• _What needs to be done_
Whenever a line carries the word "compass", pull it out of the entries.

• _Supplied information_
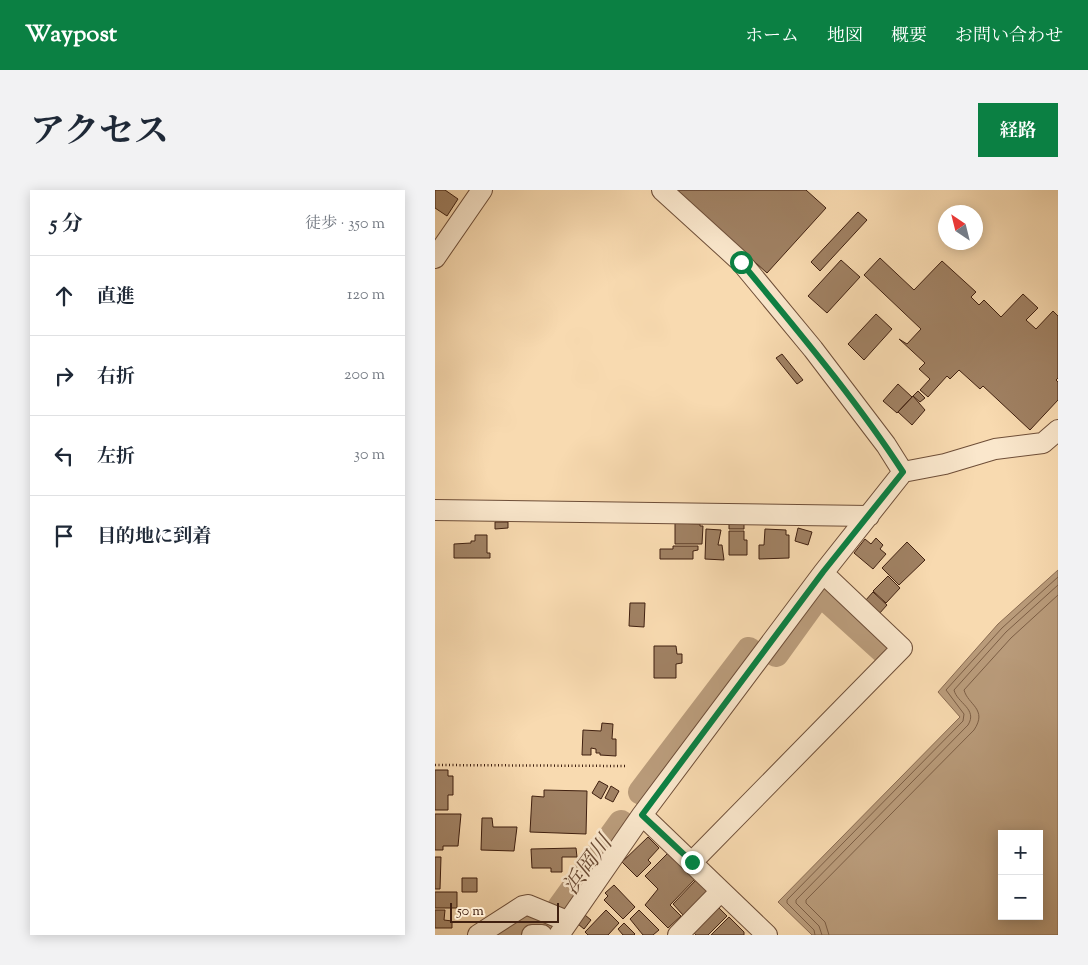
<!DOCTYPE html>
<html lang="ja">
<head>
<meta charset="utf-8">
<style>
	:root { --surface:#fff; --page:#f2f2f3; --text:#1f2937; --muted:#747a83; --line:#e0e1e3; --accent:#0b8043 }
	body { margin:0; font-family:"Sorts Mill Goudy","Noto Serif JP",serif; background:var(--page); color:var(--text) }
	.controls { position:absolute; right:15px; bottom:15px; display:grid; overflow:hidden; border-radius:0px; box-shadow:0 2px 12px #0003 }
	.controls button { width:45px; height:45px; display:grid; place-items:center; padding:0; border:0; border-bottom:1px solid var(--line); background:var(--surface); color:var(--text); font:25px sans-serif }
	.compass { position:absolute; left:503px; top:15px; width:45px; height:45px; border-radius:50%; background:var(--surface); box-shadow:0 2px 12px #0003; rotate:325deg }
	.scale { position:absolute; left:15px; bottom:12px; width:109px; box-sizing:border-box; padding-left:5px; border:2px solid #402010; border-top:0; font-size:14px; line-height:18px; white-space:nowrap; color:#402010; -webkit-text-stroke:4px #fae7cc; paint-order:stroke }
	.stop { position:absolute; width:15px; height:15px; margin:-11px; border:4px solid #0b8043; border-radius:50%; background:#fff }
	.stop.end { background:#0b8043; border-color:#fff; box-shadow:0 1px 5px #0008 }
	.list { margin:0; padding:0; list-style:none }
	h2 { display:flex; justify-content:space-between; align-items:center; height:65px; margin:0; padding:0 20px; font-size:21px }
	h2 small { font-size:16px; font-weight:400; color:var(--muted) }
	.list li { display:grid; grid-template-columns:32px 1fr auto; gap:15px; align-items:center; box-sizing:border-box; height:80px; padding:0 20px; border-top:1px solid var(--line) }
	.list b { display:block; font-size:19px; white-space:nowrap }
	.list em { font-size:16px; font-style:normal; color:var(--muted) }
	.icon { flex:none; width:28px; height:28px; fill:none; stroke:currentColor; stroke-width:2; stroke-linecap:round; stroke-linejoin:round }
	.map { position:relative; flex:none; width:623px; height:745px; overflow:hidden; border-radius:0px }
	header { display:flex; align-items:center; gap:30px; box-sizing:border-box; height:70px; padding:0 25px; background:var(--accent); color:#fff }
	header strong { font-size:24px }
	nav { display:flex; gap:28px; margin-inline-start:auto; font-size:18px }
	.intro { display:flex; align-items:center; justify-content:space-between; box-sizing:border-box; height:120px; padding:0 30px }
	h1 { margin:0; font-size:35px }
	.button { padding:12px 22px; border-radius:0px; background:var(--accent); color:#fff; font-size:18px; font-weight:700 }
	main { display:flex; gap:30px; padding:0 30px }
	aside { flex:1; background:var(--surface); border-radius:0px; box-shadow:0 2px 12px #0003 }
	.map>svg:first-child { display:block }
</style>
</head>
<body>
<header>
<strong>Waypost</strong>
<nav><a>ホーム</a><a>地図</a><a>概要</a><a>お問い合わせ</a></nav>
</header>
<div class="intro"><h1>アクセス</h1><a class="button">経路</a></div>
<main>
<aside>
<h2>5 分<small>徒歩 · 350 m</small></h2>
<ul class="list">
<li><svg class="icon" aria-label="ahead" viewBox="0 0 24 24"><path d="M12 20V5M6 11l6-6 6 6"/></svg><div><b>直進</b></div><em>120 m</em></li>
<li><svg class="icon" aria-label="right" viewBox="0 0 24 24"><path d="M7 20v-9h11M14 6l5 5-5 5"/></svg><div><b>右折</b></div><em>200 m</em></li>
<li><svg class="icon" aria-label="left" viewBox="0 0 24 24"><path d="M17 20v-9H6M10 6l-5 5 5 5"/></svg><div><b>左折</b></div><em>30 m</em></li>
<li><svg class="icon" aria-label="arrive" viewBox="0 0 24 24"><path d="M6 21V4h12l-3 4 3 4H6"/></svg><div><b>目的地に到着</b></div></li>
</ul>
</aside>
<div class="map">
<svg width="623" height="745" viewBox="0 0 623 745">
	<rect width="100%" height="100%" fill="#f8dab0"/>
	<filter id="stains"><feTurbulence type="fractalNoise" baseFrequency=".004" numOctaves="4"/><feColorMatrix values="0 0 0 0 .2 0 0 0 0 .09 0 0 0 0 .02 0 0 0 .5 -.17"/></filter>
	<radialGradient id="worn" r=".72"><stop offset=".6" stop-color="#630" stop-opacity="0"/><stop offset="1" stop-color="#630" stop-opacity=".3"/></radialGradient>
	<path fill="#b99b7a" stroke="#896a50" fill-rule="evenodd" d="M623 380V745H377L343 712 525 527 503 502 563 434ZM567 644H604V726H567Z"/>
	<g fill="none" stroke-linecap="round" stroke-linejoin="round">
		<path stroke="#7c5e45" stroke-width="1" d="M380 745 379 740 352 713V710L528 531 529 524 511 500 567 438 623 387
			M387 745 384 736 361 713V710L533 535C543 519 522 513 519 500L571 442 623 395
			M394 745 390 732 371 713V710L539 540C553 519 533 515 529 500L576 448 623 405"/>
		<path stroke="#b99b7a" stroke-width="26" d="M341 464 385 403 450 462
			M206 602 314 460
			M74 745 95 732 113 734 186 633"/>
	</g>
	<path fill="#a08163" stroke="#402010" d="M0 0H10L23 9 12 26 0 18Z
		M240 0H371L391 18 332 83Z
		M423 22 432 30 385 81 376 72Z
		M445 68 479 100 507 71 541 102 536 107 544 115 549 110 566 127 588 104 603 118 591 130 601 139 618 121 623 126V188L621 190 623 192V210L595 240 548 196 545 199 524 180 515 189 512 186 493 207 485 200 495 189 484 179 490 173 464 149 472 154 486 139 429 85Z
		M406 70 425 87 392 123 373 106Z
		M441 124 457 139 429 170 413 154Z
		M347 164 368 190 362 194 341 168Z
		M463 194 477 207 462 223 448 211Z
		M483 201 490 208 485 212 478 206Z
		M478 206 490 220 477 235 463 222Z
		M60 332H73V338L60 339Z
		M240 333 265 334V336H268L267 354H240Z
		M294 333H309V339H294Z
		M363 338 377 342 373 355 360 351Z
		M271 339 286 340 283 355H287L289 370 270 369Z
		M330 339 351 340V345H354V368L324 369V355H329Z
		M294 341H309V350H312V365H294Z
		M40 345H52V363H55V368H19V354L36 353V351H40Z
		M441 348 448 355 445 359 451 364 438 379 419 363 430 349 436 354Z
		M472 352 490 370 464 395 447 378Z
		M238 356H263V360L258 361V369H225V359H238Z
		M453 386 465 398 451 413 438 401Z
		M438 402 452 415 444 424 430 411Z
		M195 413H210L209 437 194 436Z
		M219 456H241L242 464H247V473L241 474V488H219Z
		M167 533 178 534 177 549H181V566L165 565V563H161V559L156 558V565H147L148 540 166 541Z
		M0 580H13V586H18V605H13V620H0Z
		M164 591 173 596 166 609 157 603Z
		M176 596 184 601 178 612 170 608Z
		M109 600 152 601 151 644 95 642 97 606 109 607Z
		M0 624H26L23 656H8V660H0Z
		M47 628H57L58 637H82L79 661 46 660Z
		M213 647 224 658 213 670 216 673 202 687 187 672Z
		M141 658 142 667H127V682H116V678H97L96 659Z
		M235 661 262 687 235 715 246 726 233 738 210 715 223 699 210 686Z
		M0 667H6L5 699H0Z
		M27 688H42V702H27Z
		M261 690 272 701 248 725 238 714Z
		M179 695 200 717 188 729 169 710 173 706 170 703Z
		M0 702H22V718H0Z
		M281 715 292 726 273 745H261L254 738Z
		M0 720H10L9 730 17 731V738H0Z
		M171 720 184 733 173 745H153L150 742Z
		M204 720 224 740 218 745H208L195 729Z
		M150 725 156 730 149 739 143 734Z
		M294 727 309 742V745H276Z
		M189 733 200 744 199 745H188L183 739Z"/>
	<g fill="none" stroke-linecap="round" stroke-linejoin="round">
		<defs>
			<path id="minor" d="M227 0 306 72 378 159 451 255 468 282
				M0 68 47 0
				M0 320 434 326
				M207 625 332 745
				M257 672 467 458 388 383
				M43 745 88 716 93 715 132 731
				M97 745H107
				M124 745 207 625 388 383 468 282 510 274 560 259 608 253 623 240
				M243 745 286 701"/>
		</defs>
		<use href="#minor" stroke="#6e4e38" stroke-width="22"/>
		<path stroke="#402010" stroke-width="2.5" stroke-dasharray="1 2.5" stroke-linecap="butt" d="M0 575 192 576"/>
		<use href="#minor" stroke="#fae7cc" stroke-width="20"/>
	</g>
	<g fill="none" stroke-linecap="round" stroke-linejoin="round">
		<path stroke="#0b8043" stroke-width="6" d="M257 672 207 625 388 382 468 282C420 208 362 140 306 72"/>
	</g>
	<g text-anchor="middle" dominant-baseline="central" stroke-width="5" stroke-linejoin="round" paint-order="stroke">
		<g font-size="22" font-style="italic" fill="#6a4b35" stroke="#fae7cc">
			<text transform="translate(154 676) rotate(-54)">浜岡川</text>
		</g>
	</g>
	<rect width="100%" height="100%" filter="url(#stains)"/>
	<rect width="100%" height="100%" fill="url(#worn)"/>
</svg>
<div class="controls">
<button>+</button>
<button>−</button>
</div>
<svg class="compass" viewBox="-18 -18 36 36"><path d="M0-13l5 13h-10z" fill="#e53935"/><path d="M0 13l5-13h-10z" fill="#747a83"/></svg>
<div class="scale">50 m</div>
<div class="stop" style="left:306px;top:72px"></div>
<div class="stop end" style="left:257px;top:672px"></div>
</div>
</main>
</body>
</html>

• _Solved exercise_
	.compass { position:absolute; left:503px; top:15px; width:45px; height:45px; border-radius:50%; background:var(--surface); box-shadow:0 2px 12px #0003; rotate:325deg }
<svg class="compass" viewBox="-18 -18 36 36"><path d="M0-13l5 13h-10z" fill="#e53935"/><path d="M0 13l5-13h-10z" fill="#747a83"/></svg>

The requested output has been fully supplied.